The main toxicity encountered in all the chemotherapy and cetuximab trials was skin rash. Additional toxic effects included fatigue, acne-like rash, myalgia, and neuropathy. Patients with a rash were likely to have tumor response to cetuximab and chemotherapy. However, there were no other clinical or molecular prognostic factors, such as EGFR overexpression or mutation, that consistently correlated with treatment response.⁶⁵

The role of cetuximab in NSCLC remains unclear. Results of monotherapy and regimens using chemotherapy in combination with cetuximab in the metastatic setting have been largely unimpressive to date and have not established a place for cetuximab in this setting. The SWOG 0342 and FLEX trials are still pending, but it is unlikely that results for these will be significantly different. The patient population with unresectable stage III disease may benefit from the addition of cetuximab, as it is known that cetuximab sensitizes tumor cells to radiation and may prevent tumor cell repopulation. It is hoped that RTOG 0342 and CALGB 30407 will provide clarity on the usage of cetuximab in NSCLC.

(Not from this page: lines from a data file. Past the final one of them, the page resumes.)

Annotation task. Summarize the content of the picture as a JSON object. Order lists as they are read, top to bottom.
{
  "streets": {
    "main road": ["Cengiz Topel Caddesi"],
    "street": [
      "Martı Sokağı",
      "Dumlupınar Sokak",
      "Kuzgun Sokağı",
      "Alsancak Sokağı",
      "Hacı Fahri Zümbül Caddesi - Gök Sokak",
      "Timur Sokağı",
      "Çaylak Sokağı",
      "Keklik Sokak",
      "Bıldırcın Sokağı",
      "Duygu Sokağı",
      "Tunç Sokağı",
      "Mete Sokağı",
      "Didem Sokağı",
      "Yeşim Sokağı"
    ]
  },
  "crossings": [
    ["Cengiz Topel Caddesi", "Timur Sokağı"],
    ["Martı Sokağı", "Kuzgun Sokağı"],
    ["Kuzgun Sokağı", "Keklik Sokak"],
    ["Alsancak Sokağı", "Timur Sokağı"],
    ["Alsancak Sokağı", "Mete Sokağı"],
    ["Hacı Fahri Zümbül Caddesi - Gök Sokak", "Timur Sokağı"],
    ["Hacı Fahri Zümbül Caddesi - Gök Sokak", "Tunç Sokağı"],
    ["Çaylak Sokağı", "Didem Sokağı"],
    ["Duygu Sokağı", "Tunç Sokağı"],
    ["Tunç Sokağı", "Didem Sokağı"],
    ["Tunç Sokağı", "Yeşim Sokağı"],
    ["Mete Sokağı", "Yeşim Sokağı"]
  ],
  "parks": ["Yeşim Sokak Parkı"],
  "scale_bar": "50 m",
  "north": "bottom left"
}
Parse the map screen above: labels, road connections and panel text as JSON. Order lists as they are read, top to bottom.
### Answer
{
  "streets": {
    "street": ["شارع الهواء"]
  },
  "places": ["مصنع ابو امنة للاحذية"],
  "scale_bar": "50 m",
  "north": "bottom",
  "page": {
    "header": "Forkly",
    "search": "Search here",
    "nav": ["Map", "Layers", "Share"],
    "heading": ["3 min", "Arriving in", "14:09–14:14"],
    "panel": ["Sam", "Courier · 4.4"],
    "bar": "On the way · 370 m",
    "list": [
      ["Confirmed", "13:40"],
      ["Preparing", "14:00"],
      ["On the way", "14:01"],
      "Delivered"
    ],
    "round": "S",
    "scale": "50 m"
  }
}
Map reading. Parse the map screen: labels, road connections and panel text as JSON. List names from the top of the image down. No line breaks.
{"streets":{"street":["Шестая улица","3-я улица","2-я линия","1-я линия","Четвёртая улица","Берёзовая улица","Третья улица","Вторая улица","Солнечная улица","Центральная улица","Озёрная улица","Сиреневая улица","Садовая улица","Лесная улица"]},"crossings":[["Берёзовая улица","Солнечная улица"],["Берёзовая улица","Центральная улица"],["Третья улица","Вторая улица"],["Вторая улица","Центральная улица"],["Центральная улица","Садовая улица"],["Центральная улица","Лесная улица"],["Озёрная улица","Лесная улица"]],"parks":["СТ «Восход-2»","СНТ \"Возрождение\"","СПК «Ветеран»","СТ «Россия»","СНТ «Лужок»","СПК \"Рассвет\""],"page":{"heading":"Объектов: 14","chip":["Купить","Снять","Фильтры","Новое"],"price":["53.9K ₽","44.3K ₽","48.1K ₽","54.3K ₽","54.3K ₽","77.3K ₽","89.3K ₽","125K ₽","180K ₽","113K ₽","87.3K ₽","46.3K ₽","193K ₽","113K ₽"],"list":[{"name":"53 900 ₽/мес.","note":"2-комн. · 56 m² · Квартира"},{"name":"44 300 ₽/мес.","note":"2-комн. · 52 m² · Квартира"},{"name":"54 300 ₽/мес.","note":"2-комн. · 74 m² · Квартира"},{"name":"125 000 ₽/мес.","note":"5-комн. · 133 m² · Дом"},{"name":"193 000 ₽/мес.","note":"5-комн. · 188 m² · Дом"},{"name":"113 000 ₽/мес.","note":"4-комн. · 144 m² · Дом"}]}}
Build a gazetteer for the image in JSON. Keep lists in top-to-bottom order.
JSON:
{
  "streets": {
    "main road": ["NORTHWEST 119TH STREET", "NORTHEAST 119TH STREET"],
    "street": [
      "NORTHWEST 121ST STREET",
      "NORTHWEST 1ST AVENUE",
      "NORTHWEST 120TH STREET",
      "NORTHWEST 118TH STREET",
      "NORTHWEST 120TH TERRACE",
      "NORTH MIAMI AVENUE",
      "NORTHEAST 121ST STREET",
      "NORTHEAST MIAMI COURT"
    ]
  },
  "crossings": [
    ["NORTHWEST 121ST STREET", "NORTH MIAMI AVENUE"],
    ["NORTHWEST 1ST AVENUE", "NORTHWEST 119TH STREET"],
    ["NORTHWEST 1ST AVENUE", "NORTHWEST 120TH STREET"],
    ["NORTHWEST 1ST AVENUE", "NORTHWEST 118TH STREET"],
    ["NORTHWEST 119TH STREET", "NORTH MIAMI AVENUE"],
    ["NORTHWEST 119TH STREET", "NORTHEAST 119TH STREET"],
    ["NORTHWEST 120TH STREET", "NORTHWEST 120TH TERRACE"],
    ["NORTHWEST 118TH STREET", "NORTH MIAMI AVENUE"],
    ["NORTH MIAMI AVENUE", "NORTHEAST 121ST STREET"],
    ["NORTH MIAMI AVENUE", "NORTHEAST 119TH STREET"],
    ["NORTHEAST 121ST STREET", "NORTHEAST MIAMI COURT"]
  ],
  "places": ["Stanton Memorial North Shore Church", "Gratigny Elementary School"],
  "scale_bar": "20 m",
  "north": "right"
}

The EGFR inhibitors were the first targeted therapies to affect the treatment of NSCLC. Currently, second-generation EGFR targeted agents are under investigation and may lead to continued advances. Some of the promising agents include EKB-569, HKI-272, CI-1033, and zactima (ZD6474). EKB-569 is an irreversible inhibitor of EGFR tyrosine kinase activity and has been evaluated in phase I and II trials. HKI-272 is an irreversible inhibitor of EGFR and HER-2 and is currently under investigation in a phase II international study. CI-1033, an irreversible pan-ErbB inhibitor, has been studied in phase I and II trials as monotherapy and also in combination with chemotherapy (docetaxel, carboplatin/paclitaxel). The results of these studies are still pending. Zactima or ZD6474 is a dual kinase inhibitor that targets EGFR and vascular endothelial growth factor receptor. Further information will be discussed in the anti-angiogenic therapies section. Although the first-generation EGFR inhibitors had a significant effect on patient therapy, further progress is needed.